Description of the task –
Stop after the line containing "width:45px; height:45px; display:grid;": print each line exactly from the first line of the listing up to that point.

Task data –
↓↓↓

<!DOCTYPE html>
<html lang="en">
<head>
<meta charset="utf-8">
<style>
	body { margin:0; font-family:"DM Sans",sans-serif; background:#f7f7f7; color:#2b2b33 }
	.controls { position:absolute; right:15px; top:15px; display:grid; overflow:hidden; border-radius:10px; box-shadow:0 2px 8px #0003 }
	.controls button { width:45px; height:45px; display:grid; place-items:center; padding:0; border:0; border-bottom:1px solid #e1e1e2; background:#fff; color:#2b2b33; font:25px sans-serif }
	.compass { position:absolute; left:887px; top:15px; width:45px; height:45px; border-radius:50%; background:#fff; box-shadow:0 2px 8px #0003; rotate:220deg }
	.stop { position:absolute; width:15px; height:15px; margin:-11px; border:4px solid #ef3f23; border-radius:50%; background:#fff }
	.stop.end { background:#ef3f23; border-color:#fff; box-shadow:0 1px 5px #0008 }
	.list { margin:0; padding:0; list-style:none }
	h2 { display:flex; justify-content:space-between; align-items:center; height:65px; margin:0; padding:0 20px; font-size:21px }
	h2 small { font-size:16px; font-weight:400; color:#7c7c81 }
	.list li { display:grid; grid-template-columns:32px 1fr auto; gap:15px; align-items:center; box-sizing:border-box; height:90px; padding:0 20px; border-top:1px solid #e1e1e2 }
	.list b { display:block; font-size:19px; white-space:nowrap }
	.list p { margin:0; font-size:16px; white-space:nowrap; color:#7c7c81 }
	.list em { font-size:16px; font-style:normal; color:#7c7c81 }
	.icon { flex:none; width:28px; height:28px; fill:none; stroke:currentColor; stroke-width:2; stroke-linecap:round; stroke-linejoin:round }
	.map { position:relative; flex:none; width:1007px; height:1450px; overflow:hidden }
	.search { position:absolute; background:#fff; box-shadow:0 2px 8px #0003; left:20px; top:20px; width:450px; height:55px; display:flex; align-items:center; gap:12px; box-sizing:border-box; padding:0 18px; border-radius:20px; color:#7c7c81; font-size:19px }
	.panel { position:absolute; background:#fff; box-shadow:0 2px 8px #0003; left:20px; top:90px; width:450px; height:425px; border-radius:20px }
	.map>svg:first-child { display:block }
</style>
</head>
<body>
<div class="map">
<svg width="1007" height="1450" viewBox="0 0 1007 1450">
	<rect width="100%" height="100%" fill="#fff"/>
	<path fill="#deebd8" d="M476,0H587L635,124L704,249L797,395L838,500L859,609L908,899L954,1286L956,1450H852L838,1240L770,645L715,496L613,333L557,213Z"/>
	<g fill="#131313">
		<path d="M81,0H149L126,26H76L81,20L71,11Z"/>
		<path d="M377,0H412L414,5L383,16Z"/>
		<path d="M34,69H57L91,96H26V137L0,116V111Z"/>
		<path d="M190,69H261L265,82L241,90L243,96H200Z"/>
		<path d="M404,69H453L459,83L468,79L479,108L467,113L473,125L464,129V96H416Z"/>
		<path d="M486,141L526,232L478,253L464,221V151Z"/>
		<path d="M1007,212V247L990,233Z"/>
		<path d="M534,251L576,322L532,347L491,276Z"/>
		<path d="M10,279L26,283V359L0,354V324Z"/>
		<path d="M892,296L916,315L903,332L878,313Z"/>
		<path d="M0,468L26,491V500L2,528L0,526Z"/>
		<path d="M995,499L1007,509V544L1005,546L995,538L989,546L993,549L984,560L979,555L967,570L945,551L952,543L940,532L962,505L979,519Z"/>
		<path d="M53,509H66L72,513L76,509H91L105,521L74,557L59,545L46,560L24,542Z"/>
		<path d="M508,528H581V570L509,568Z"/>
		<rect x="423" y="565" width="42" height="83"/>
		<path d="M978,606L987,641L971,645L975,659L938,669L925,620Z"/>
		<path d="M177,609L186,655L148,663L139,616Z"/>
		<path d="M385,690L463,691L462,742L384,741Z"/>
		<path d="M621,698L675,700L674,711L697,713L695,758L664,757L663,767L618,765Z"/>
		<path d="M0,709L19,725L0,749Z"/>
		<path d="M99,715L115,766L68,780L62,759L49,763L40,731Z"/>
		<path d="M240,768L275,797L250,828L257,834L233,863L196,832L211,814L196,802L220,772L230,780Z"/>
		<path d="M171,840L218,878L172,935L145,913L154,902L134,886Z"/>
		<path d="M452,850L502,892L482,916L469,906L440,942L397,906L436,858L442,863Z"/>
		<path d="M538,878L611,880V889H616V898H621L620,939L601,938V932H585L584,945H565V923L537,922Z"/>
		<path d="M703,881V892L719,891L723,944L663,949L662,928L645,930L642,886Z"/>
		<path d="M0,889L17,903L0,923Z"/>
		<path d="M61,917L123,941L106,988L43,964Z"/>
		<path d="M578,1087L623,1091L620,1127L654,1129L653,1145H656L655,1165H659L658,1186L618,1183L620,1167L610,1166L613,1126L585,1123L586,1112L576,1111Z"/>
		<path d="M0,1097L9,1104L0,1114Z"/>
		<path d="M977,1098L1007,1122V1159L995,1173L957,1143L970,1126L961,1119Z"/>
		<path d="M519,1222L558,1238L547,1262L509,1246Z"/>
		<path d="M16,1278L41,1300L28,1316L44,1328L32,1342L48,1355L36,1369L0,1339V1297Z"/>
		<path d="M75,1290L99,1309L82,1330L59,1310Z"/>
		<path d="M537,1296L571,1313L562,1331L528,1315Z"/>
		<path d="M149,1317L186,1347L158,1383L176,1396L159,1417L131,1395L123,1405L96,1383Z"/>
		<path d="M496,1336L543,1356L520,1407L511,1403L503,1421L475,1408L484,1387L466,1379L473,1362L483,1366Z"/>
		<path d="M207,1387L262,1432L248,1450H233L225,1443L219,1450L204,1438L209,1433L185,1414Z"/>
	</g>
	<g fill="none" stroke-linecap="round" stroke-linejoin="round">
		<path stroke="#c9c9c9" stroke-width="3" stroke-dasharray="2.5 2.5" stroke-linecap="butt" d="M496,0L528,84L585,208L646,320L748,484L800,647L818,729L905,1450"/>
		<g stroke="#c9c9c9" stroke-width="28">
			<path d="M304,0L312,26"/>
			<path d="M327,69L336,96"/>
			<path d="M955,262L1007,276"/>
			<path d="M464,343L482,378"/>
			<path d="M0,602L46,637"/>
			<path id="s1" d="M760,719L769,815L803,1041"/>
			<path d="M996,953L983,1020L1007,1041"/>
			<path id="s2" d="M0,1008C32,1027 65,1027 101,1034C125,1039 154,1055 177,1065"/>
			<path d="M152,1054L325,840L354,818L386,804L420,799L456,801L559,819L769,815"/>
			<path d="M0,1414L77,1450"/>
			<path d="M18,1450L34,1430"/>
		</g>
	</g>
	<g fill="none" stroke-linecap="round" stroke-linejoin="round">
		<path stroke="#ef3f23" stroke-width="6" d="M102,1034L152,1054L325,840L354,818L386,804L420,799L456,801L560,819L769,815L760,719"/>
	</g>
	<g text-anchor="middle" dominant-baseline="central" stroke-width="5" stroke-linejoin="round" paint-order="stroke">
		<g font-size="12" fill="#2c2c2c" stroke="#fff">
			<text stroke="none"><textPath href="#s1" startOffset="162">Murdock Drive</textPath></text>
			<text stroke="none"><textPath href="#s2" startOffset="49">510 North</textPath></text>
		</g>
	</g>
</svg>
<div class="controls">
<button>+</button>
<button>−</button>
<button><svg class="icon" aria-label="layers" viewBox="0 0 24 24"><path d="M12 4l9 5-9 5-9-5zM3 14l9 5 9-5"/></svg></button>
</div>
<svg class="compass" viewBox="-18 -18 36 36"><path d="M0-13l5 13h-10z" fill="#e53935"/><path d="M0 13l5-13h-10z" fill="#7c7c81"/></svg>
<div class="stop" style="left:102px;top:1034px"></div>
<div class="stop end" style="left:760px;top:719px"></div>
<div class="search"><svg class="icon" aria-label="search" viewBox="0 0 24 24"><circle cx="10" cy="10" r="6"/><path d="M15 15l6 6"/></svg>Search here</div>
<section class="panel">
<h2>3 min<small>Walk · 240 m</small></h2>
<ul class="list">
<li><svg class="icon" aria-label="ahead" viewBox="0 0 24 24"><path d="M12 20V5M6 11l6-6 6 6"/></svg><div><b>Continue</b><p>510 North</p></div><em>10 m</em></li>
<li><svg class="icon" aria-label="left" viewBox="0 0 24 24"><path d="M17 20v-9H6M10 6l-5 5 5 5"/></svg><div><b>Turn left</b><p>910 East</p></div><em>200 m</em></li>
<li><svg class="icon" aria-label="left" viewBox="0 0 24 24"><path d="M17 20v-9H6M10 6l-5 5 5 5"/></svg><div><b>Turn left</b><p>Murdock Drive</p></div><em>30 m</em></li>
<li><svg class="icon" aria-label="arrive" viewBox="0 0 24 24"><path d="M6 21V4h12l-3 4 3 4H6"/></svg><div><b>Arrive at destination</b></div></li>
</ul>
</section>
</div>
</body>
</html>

↑↑↑

Answer box –
<!DOCTYPE html>
<html lang="en">
<head>
<meta charset="utf-8">
<style>
	body { margin:0; font-family:"DM Sans",sans-serif; background:#f7f7f7; color:#2b2b33 }
	.controls { position:absolute; right:15px; top:15px; display:grid; overflow:hidden; border-radius:10px; box-shadow:0 2px 8px #0003 }
	.controls button { width:45px; height:45px; display:grid; place-items:center; padding:0; border:0; border-bottom:1px solid #e1e1e2; background:#fff; color:#2b2b33; font:25px sans-serif }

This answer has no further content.